• [What to do]: The answer must consist of every line from the entries below that contains the word "cover".

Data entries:

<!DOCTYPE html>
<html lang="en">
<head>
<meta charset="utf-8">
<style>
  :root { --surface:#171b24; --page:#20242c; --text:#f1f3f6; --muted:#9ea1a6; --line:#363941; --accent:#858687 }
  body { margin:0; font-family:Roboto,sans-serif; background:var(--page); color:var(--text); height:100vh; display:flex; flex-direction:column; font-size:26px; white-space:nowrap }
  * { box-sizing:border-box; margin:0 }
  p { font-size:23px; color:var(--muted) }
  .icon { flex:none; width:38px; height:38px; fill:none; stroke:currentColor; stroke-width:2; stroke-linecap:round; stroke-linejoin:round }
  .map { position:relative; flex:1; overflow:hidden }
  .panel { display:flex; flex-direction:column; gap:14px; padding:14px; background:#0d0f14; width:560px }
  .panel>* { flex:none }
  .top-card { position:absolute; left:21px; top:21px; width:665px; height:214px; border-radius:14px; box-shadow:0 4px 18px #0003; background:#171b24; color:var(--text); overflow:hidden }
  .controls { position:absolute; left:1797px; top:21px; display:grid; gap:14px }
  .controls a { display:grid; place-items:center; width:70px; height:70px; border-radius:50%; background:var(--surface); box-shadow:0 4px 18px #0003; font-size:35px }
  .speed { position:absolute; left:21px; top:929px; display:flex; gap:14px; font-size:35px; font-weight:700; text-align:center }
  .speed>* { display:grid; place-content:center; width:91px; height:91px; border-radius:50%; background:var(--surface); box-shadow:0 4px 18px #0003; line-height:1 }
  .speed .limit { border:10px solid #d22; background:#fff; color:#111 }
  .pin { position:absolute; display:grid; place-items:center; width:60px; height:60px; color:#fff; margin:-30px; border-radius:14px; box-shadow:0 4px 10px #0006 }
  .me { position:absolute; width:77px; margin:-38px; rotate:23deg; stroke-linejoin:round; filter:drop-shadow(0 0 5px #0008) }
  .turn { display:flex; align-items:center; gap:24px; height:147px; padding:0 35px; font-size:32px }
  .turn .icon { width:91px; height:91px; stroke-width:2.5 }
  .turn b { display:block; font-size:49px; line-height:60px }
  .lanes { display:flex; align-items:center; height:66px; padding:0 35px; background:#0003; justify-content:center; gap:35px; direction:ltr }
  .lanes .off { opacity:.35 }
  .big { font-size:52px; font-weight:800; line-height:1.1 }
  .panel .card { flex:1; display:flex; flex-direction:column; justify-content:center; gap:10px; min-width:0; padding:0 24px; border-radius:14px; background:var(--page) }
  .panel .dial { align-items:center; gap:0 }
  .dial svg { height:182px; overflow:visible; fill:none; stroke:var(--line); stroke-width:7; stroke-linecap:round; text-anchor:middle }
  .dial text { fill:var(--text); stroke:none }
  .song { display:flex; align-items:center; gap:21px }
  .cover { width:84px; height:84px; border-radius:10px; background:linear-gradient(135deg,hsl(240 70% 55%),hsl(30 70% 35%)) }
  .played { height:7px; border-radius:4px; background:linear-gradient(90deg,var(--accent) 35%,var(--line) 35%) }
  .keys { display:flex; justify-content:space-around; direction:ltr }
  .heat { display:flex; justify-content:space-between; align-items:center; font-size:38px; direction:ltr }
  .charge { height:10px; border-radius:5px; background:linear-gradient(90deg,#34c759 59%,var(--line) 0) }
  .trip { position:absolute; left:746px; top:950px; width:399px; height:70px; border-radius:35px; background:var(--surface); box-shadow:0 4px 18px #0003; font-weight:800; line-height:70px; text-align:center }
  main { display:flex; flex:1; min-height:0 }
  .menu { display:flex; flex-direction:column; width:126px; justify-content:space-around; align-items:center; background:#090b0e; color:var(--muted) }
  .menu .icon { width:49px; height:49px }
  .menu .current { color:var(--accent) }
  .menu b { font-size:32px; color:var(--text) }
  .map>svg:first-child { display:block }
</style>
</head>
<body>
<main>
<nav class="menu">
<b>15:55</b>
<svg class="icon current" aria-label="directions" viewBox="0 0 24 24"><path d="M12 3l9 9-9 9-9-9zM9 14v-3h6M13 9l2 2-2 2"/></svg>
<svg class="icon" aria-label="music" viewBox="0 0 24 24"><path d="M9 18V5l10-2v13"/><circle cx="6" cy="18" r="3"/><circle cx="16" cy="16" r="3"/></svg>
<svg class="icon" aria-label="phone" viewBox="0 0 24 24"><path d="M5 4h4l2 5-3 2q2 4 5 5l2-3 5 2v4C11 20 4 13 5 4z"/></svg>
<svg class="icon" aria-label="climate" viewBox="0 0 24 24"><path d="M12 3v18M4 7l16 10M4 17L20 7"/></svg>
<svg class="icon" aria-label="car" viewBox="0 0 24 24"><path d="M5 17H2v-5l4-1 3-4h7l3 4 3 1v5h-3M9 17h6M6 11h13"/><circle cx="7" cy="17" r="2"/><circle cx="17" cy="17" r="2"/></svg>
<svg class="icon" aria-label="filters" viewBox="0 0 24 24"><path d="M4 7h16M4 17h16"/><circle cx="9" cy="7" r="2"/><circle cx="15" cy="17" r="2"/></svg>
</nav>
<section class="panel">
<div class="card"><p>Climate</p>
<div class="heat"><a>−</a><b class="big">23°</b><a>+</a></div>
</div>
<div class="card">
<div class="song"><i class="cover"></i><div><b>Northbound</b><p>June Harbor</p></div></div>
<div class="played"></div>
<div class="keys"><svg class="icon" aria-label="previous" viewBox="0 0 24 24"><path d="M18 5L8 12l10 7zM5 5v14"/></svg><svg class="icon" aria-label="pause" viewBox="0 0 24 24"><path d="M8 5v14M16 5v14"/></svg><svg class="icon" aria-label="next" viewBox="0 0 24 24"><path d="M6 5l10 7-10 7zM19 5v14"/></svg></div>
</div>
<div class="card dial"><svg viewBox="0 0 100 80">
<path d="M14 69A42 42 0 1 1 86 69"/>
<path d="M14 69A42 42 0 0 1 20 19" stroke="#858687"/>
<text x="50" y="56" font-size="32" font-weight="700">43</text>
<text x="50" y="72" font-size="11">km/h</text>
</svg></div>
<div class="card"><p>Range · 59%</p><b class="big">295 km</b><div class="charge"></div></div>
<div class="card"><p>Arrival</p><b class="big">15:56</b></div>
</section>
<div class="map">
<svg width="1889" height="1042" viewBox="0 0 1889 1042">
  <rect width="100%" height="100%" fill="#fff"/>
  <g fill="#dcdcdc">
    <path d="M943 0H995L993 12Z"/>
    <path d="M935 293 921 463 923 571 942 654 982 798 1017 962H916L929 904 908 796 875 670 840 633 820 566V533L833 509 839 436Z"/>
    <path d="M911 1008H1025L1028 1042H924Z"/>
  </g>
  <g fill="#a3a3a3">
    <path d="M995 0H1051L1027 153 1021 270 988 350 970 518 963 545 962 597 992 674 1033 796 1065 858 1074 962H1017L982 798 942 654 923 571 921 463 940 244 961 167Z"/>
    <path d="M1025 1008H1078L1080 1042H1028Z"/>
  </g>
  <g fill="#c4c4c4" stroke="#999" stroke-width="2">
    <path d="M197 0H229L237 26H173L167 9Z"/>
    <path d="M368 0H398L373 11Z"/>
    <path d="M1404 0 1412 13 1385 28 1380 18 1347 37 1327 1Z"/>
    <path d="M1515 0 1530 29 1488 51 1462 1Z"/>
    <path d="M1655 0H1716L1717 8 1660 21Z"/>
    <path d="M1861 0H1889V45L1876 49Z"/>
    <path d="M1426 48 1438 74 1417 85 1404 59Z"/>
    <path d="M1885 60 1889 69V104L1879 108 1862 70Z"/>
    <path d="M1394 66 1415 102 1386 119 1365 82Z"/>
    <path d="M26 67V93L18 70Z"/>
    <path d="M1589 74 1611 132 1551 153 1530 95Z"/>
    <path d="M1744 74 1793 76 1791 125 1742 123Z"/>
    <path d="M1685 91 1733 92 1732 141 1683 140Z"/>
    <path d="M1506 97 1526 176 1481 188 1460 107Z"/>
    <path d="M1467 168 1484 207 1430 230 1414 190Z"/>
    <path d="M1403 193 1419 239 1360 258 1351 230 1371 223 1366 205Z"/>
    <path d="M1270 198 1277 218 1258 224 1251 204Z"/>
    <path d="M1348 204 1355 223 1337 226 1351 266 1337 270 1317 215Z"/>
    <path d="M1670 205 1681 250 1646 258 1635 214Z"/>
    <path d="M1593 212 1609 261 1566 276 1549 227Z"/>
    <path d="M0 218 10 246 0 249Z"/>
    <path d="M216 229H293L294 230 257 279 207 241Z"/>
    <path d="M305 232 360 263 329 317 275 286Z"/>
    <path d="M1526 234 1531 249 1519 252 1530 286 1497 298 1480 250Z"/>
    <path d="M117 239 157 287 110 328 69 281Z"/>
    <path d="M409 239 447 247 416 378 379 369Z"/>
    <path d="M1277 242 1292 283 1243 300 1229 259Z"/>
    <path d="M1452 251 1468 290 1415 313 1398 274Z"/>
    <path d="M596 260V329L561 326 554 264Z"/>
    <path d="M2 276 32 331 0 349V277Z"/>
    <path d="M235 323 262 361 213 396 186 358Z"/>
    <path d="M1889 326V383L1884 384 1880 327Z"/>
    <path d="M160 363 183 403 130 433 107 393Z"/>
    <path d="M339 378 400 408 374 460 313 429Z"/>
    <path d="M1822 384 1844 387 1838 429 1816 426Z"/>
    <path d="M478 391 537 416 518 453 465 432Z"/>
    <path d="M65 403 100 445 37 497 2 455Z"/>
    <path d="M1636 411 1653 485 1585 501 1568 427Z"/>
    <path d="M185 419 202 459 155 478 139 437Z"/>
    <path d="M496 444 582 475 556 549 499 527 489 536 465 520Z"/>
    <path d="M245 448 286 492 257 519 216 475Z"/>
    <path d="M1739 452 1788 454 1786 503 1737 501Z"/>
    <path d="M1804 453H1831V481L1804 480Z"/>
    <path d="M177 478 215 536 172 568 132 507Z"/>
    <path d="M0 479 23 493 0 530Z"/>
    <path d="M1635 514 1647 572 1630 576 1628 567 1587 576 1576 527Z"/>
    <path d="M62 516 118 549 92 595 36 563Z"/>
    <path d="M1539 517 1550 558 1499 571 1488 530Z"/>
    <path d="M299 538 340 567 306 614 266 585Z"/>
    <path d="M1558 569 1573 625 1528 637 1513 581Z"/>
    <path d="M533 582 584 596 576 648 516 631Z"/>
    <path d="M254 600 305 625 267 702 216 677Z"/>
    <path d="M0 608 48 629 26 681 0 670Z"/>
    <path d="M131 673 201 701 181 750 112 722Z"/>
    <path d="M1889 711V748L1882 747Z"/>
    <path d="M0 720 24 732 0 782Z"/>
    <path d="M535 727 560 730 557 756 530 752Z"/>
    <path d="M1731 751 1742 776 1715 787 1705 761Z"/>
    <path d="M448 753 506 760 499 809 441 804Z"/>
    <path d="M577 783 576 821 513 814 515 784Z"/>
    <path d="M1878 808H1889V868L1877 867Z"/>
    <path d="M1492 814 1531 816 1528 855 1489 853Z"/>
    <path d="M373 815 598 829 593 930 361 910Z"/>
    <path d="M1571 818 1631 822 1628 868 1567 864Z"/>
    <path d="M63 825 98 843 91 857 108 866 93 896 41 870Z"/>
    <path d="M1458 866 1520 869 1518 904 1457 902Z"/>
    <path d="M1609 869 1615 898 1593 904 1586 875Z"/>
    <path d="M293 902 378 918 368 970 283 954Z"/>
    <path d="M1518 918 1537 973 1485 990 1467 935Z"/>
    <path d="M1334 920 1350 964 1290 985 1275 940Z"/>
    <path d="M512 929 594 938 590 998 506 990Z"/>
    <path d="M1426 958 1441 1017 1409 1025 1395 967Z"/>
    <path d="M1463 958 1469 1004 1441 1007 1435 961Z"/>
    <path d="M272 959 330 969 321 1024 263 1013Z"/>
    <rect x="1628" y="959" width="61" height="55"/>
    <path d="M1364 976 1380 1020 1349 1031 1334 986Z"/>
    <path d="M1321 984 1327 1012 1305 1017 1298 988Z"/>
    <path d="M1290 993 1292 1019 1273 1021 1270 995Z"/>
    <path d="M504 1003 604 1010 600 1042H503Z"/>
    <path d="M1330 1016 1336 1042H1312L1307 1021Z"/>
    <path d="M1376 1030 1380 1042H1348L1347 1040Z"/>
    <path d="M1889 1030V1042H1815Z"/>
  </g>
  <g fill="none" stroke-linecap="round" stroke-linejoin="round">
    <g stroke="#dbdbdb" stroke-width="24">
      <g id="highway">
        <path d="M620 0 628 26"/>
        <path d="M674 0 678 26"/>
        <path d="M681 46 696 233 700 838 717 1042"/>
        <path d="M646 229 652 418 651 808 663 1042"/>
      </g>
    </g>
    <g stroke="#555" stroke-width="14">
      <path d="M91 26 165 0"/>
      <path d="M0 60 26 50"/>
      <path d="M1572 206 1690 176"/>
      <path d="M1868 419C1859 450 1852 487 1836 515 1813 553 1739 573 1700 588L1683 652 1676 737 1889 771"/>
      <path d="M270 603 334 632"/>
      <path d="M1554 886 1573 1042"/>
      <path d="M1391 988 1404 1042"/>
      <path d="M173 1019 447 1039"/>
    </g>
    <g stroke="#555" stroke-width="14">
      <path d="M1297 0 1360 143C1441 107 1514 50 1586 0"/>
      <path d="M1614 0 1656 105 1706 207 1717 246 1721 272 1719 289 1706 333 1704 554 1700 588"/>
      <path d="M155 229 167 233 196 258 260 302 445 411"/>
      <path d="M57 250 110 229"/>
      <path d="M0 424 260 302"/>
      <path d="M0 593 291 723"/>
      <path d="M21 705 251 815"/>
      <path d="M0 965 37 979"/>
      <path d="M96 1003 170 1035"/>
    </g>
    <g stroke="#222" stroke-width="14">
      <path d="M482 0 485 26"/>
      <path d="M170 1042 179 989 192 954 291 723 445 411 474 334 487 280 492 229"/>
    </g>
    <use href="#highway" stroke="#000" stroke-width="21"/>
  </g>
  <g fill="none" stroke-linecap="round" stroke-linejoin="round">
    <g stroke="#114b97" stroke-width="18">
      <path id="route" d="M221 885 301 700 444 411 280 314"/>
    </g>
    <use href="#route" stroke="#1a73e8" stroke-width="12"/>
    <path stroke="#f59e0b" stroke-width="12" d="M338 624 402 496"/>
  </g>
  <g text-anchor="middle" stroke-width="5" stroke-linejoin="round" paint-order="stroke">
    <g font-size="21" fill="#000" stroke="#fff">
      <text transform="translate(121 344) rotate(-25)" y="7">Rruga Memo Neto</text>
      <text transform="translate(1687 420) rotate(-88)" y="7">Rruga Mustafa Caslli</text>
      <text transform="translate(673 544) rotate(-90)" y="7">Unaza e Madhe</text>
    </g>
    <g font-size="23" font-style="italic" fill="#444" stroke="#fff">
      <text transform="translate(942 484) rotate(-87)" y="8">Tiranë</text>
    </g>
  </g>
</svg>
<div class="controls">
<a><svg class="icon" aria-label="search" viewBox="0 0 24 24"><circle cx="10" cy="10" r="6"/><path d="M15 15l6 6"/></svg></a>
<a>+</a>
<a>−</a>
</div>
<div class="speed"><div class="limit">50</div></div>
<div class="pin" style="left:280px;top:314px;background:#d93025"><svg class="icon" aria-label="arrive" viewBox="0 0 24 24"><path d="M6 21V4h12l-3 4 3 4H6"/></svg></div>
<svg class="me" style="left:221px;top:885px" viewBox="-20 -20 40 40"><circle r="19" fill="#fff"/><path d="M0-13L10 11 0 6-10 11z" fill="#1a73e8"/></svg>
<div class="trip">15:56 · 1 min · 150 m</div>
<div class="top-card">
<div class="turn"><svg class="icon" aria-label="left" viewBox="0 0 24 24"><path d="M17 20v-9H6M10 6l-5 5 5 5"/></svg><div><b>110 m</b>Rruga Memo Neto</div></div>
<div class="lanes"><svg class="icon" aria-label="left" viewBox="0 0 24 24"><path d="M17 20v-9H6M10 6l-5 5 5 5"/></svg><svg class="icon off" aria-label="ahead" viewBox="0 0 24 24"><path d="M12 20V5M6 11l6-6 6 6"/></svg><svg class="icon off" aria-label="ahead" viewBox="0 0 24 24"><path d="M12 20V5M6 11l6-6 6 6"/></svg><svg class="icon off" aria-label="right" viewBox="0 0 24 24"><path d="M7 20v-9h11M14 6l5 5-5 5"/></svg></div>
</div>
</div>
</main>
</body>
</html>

• [Task solution]:
  .cover { width:84px; height:84px; border-radius:10px; background:linear-gradient(135deg,hsl(240 70% 55%),hsl(30 70% 35%)) }
<div class="song"><i class="cover"></i><div><b>Northbound</b><p>June Harbor</p></div></div>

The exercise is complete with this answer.